Input data =

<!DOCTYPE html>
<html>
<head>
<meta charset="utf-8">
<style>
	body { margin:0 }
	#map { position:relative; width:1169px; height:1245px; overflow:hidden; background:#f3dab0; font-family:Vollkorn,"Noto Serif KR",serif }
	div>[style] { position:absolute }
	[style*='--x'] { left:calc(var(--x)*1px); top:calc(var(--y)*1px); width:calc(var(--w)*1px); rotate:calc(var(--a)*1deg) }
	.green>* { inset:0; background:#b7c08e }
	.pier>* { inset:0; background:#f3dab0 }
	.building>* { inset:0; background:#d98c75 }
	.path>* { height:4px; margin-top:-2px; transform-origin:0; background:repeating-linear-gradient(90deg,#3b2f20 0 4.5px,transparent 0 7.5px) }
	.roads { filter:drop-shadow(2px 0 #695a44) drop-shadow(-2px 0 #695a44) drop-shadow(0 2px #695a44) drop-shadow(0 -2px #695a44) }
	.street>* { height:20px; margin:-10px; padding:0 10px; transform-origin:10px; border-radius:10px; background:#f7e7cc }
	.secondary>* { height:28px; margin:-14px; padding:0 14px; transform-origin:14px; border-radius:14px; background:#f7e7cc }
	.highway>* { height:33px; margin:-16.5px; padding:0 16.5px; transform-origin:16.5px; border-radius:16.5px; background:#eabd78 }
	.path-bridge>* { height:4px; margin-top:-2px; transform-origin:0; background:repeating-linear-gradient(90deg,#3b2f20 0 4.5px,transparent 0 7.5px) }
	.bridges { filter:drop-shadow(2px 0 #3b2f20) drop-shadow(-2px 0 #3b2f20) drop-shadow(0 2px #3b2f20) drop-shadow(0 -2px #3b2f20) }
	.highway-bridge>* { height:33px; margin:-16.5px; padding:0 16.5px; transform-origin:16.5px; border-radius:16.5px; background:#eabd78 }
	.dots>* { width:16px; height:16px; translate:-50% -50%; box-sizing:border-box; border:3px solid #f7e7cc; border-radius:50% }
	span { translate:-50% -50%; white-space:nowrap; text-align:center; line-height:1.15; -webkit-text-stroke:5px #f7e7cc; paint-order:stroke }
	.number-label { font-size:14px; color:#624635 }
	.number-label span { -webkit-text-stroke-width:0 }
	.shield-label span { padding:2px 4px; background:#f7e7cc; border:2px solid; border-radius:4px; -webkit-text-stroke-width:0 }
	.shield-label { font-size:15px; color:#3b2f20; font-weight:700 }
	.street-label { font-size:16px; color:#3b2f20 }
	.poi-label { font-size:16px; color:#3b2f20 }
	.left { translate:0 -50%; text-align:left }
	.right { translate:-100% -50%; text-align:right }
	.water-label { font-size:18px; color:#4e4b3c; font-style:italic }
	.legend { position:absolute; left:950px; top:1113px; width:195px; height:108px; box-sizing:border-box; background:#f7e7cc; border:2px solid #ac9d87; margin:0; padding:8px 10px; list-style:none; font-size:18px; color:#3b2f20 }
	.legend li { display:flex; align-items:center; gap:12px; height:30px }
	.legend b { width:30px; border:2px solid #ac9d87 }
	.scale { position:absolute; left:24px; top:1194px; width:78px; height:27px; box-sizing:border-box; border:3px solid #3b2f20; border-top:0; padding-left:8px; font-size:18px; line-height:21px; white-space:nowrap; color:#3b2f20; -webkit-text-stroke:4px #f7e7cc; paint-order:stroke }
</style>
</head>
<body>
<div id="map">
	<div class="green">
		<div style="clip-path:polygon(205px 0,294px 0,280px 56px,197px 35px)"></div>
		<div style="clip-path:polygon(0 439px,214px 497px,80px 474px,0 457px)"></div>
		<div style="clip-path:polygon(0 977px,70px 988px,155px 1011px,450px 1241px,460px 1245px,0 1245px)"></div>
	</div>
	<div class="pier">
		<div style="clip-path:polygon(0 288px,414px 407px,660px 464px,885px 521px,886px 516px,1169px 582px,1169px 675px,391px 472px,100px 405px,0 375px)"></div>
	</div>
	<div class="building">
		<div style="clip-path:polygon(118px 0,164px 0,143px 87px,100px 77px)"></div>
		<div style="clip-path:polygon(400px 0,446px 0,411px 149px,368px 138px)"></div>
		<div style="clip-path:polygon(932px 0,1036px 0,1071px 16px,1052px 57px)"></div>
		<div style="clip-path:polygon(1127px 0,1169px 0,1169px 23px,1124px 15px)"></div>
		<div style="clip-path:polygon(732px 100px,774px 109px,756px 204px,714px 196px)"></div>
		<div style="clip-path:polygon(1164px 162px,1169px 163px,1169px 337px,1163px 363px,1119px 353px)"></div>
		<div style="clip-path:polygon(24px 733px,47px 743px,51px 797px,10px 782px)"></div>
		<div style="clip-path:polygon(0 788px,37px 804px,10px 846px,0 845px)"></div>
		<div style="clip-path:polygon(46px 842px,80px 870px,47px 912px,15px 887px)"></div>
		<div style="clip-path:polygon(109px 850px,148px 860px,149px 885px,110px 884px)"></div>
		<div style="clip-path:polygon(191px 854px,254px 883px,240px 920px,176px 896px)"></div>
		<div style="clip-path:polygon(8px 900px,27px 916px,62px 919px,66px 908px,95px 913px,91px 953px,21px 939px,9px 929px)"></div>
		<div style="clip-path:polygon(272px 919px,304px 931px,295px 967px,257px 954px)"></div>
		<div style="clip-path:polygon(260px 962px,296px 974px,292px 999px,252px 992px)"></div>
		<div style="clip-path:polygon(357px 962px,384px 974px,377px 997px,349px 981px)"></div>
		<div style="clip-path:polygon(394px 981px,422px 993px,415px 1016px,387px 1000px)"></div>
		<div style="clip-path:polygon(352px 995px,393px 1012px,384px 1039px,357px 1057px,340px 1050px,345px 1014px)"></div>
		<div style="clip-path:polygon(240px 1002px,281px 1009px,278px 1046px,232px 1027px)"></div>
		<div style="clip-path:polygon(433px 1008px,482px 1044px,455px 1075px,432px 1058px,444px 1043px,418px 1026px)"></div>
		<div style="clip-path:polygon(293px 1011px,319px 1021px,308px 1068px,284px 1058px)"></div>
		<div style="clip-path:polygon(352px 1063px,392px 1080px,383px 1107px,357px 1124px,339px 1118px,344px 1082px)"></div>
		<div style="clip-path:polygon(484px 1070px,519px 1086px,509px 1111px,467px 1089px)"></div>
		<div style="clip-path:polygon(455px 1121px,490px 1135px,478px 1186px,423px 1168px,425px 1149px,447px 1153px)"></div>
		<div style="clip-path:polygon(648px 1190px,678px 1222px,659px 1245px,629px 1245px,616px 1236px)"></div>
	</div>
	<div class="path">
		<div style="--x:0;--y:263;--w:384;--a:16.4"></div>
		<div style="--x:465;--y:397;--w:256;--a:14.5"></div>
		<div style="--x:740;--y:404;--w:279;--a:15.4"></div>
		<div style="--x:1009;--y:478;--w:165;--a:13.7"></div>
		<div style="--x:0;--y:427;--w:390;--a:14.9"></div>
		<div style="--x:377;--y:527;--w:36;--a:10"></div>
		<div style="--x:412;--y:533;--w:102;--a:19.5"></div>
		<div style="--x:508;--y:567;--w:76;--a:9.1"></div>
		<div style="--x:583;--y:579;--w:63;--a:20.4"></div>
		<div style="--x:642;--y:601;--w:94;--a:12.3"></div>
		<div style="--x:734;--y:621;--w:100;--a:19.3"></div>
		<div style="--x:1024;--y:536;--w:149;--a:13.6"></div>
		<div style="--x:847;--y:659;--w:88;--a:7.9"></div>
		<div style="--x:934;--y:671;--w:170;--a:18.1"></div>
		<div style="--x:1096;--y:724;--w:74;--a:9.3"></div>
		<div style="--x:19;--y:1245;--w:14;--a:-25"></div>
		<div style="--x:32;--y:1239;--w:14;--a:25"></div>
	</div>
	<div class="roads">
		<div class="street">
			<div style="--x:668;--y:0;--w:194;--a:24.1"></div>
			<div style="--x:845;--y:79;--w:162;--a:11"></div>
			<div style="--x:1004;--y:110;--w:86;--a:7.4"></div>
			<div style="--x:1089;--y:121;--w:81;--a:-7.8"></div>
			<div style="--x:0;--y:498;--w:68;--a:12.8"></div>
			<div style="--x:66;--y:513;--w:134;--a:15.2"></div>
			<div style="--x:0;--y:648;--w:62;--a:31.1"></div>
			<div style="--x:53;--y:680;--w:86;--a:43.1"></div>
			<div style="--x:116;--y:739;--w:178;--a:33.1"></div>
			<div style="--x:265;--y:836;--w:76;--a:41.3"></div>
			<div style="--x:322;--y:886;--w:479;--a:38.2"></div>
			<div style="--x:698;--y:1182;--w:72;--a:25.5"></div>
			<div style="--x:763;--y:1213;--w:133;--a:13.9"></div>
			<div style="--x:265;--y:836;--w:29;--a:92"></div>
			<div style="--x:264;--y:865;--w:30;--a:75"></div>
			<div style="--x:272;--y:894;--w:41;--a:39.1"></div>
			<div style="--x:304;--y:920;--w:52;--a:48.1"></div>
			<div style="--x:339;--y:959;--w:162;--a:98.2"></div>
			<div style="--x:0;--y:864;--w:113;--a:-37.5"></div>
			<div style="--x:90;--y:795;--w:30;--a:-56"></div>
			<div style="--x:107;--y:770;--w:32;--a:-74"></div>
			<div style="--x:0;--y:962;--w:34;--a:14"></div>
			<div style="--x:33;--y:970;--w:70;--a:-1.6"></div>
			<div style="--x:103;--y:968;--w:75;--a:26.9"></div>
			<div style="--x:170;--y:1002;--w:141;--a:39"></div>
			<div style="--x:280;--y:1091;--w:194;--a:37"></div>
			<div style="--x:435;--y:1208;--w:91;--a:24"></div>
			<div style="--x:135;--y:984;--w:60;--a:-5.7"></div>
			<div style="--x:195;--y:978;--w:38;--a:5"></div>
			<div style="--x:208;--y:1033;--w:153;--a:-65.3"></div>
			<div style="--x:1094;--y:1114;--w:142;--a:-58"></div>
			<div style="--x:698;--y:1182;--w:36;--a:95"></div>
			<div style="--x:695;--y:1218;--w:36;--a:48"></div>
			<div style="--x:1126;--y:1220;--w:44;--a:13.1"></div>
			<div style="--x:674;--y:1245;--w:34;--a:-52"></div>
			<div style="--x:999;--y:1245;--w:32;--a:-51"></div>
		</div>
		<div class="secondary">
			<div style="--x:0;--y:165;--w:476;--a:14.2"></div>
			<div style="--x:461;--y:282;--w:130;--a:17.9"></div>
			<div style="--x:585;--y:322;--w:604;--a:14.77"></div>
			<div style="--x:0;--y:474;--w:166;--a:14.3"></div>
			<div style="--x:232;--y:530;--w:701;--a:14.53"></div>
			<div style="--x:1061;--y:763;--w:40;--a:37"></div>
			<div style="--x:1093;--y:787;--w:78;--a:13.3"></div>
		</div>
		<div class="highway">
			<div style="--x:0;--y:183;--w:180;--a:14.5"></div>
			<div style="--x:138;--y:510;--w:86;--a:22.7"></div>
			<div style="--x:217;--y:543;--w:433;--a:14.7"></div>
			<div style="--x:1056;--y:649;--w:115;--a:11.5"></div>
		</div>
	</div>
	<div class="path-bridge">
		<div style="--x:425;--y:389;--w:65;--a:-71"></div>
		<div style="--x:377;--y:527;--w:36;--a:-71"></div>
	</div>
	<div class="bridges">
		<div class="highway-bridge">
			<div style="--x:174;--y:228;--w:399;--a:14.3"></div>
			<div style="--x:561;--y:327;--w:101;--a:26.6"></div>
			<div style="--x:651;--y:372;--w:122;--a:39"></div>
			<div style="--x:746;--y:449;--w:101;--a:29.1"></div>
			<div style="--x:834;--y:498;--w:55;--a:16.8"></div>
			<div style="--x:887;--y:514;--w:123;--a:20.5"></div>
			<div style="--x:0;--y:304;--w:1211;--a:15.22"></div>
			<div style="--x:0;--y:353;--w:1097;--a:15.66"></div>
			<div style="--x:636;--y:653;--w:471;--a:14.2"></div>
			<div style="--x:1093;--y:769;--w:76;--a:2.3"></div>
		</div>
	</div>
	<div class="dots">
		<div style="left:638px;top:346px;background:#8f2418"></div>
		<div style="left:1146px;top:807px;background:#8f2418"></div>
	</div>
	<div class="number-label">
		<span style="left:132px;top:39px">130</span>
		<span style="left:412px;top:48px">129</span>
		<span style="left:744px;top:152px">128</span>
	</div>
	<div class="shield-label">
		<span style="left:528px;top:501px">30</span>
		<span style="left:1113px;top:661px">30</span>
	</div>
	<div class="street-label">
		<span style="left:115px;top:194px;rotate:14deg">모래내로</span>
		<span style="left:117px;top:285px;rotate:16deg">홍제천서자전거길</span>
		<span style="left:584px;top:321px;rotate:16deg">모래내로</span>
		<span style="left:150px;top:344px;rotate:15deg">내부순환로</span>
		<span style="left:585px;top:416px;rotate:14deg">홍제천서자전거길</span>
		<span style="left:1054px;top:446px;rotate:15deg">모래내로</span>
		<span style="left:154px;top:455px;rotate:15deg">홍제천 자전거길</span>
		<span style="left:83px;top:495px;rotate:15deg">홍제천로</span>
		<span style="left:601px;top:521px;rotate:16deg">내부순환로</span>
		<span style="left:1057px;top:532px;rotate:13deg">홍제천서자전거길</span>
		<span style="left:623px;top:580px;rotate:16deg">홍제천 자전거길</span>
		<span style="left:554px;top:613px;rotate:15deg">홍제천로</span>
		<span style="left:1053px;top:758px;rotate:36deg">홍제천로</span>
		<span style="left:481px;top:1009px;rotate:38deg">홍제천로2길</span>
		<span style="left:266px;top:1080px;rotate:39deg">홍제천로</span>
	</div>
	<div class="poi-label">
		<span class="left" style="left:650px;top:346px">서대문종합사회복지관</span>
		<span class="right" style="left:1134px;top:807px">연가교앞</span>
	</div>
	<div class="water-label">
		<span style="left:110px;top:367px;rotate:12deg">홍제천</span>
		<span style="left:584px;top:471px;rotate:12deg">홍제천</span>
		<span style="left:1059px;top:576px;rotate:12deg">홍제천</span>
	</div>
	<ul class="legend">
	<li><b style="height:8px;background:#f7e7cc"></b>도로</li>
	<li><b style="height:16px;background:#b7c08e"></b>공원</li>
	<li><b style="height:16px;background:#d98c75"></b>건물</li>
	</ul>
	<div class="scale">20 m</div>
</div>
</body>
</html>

Activity =
Write out the records exactly, starting at the first line and stopping after the line that contains "filter:drop-shadow(2px 0 #695a44)".

Solution below =
<!DOCTYPE html>
<html>
<head>
<meta charset="utf-8">
<style>
	body { margin:0 }
	#map { position:relative; width:1169px; height:1245px; overflow:hidden; background:#f3dab0; font-family:Vollkorn,"Noto Serif KR",serif }
	div>[style] { position:absolute }
	[style*='--x'] { left:calc(var(--x)*1px); top:calc(var(--y)*1px); width:calc(var(--w)*1px); rotate:calc(var(--a)*1deg) }
	.green>* { inset:0; background:#b7c08e }
	.pier>* { inset:0; background:#f3dab0 }
	.building>* { inset:0; background:#d98c75 }
	.path>* { height:4px; margin-top:-2px; transform-origin:0; background:repeating-linear-gradient(90deg,#3b2f20 0 4.5px,transparent 0 7.5px) }
	.roads { filter:drop-shadow(2px 0 #695a44) drop-shadow(-2px 0 #695a44) drop-shadow(0 2px #695a44) drop-shadow(0 -2px #695a44) }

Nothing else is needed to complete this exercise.